Problem requirements :: Every line from the first one in the data below through the line holding "0 #c9b7cf) drop-shadow(-1px" is to be written out exactly, with the pictures omitted.

********

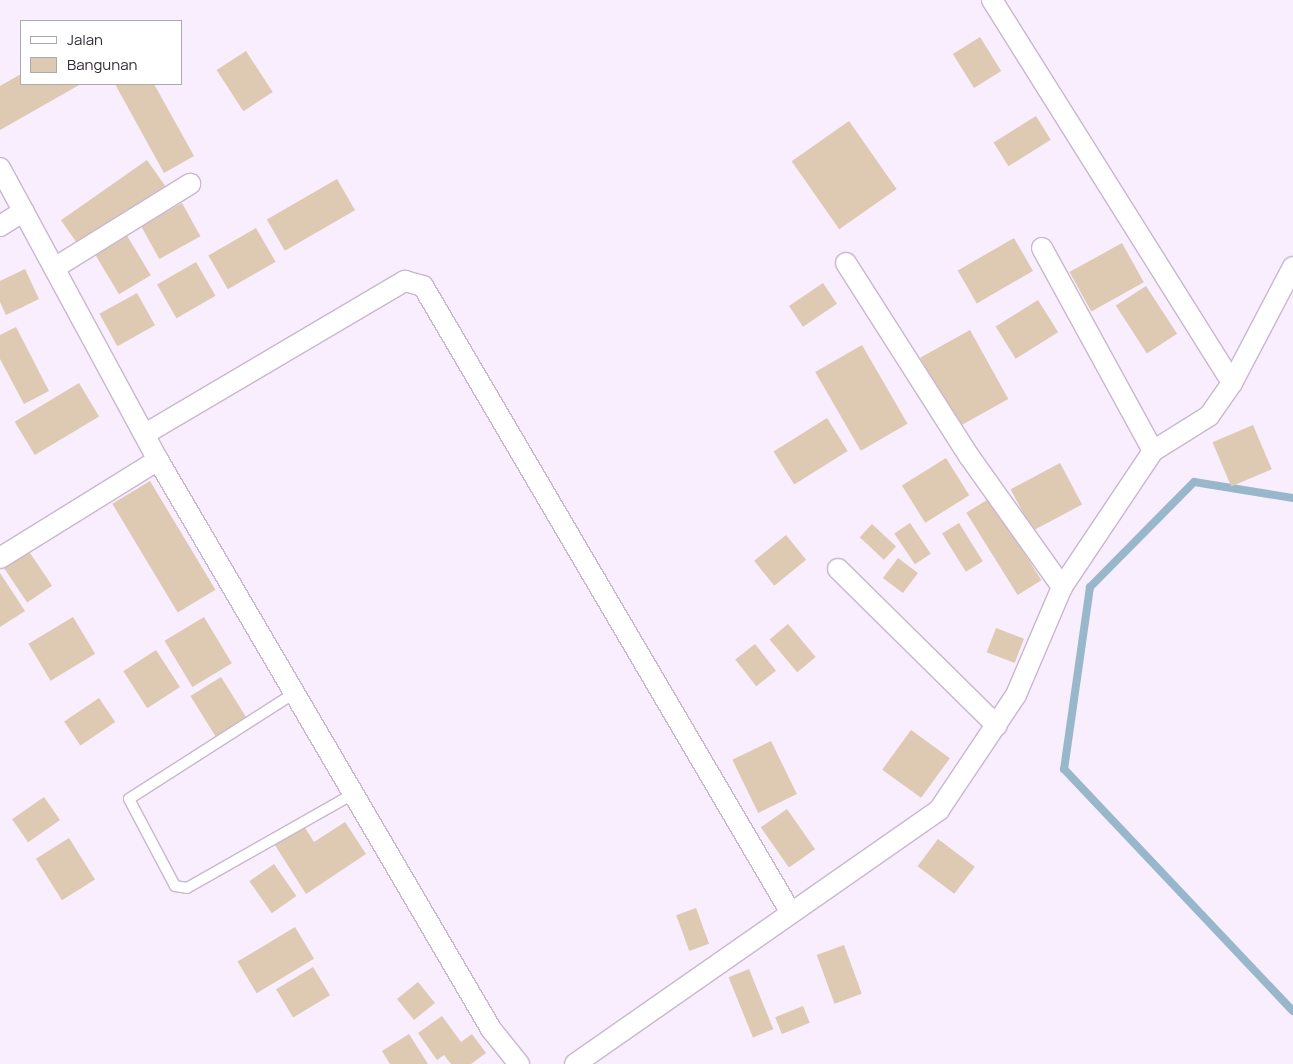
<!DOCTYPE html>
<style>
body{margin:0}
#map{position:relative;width:1293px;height:1064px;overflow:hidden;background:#f8eefd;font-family:Manrope,sans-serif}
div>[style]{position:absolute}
.stream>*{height:8px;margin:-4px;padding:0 4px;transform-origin:4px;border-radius:4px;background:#99b7cb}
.building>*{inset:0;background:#dec9b3;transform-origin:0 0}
.roads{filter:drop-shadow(1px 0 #c9b7cf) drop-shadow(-1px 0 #c9b7cf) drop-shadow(0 1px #c9b7cf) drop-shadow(0 -1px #c9b7cf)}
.service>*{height:10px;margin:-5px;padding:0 5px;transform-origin:5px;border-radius:5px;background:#fff}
.minor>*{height:20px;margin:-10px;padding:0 10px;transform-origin:10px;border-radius:10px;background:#fff}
span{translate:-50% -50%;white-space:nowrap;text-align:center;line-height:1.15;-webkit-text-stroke:4px #fff;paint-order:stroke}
.legend{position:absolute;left:20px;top:20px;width:162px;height:65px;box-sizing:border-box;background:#fff;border:1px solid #adaaae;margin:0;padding:6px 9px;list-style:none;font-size:15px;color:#322b34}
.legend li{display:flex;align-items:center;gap:10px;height:25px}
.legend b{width:25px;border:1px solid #adaaae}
</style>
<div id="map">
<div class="stream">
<div style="left:1293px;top:498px;width:100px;rotate:-170.8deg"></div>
<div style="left:1194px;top:482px;width:148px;rotate:134.7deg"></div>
<div style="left:1090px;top:587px;width:184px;rotate:98.1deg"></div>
<div style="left:1064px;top:769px;width:333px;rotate:46.6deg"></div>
</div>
<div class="building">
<div style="left:980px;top:37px;width:40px;height:32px;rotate:58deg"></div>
<div style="left:246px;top:51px;width:49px;height:35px;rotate:57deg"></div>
<div style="clip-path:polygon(21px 74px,21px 84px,81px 84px,0 130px,0 86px)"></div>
<div style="clip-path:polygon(115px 84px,154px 84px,194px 156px,164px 173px)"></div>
<div style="left:1036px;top:116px;width:28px;height:50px;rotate:58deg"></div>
<div style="left:849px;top:121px;width:83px;height:70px;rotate:55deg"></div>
<div style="left:147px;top:160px;width:32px;height:105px;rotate:55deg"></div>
<div style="left:337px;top:179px;width:36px;height:81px;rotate:60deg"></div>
<div style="left:182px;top:203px;width:38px;height:47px;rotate:61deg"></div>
<div style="left:256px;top:228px;width:39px;height:55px;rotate:60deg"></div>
<div style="left:126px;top:234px;width:48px;height:37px;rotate:59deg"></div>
<div style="left:1014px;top:238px;width:38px;height:65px;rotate:60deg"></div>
<div style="left:1122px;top:243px;width:45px;height:60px;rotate:61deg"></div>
<div style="left:196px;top:262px;width:39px;height:45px;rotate:60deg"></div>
<div style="clip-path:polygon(25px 269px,39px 299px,6px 315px,0 302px,0 281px)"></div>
<div style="left:823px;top:283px;width:25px;height:41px;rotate:56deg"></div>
<div style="left:1146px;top:286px;width:57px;height:36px;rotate:57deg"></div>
<div style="left:137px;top:293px;width:37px;height:43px;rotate:61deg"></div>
<div style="left:1038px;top:300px;width:38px;height:50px;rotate:58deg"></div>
<div style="clip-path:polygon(16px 327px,49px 391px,24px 404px,0 359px,0 335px)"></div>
<div style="left:970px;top:330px;width:79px;height:57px;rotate:61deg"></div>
<div style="left:862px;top:345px;width:91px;height:54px;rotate:60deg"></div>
<div style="left:79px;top:383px;width:39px;height:75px;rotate:59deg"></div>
<div style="left:827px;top:418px;width:39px;height:63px;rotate:58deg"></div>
<div style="left:1253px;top:425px;width:48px;height:44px;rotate:67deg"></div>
<div style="left:946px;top:458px;width:44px;height:52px;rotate:58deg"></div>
<div style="left:1060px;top:463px;width:47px;height:56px;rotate:62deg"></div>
<div style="left:150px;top:481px;width:127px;height:44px;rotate:59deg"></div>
<div style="left:990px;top:498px;width:97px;height:28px;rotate:58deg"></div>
<div style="left:910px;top:523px;width:37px;height:19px;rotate:56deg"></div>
<div style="left:959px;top:523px;width:45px;height:20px;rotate:58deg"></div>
<div style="left:872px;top:524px;width:33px;height:18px;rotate:43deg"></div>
<div style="left:786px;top:535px;width:32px;height:41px;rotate:51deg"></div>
<div style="left:28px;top:550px;width:43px;height:30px;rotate:56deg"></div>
<div style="left:898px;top:558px;width:25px;height:25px;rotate:37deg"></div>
<div style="clip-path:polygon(0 573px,25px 611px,0 627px)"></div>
<div style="left:73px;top:617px;width:43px;height:52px;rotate:59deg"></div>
<div style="left:204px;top:617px;width:54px;height:46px;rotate:59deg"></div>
<div style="left:788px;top:624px;width:43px;height:24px;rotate:50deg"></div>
<div style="left:996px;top:628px;width:30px;height:26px;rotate:21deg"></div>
<div style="left:755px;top:644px;width:34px;height:25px;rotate:52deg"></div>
<div style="left:156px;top:650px;width:44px;height:39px;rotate:57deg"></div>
<div style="left:221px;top:677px;width:49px;height:36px;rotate:58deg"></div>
<div style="left:99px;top:698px;width:29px;height:42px;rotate:56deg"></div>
<div style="left:911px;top:730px;width:48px;height:49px;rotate:36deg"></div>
<div style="left:771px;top:741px;width:59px;height:43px;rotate:64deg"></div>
<div style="left:44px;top:797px;width:28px;height:39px;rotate:55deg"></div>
<div style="left:787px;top:809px;width:49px;height:32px;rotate:55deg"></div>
<div style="clip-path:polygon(345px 822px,366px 854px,306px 894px,273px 842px,302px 823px,314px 842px)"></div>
<div style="left:69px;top:838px;width:49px;height:39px;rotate:58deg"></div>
<div style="left:938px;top:839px;width:46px;height:34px;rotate:37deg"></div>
<div style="left:274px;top:864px;width:39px;height:30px;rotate:55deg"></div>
<div style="left:696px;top:908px;width:38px;height:21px;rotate:70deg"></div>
<div style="left:295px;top:927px;width:37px;height:67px;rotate:59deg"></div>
<div style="left:844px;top:945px;width:52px;height:29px;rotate:70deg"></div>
<div style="left:313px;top:967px;width:33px;height:43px;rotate:59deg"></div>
<div style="left:749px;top:969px;width:65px;height:22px;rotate:68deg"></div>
<div style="left:418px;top:982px;width:27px;height:27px;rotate:51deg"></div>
<div style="left:803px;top:1006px;width:18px;height:30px;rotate:68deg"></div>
<div style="clip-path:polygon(442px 1016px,461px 1042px,472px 1034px,486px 1053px,471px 1064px,451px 1064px,444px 1055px,437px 1060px,418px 1033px)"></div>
<div style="clip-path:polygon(409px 1034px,428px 1064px,390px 1064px,382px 1051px)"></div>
</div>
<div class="roads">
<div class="service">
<div style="left:296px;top:692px;width:198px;rotate:147.4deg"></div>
<div style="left:129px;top:799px;width:98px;rotate:62.1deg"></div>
<div style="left:175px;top:886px;width:12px;rotate:9deg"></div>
<div style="left:187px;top:888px;width:193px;rotate:-29.5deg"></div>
</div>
<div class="minor">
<div style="left:992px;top:0;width:452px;rotate:57.9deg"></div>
<div style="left:0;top:168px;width:332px;rotate:61.6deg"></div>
<div style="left:158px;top:460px;width:659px;rotate:59.66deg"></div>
<div style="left:491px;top:1029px;width:45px;rotate:51.3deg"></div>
<div style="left:0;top:226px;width:28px;rotate:-32deg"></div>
<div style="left:1042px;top:248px;width:231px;rotate:61.3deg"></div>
<div style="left:846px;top:263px;width:229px;rotate:57.5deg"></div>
<div style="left:969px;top:456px;width:161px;rotate:54.6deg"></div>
<div style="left:1062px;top:587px;width:164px;rotate:-56.2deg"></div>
<div style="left:1153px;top:451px;width:66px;rotate:-32deg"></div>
<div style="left:1209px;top:416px;width:40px;rotate:-55.1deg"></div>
<div style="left:1232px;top:383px;width:131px;rotate:-62.3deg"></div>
<div style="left:56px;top:267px;width:158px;rotate:-31.8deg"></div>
<div style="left:145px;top:434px;width:302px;rotate:-30.5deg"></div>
<div style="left:405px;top:281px;width:19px;rotate:16deg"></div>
<div style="left:423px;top:286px;width:727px;rotate:59.59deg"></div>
<div style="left:0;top:558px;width:186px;rotate:-31.8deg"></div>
<div style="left:838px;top:569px;width:223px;rotate:44.6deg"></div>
<div style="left:575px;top:1064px;width:444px;rotate:-34.9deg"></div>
<div style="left:939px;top:810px;width:138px;rotate:-56.2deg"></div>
<div style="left:1016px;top:695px;width:117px;rotate:-66.9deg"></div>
</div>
</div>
<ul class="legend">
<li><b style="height:6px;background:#fff"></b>Jalan</li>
<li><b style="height:14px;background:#dec9b3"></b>Bangunan</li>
</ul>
</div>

********

Exercise solution ::
<!DOCTYPE html>
<style>
body{margin:0}
#map{position:relative;width:1293px;height:1064px;overflow:hidden;background:#f8eefd;font-family:Manrope,sans-serif}
div>[style]{position:absolute}
.stream>*{height:8px;margin:-4px;padding:0 4px;transform-origin:4px;border-radius:4px;background:#99b7cb}
.building>*{inset:0;background:#dec9b3;transform-origin:0 0}
.roads{filter:drop-shadow(1px 0 #c9b7cf) drop-shadow(-1px 0 #c9b7cf) drop-shadow(0 1px #c9b7cf) drop-shadow(0 -1px #c9b7cf)}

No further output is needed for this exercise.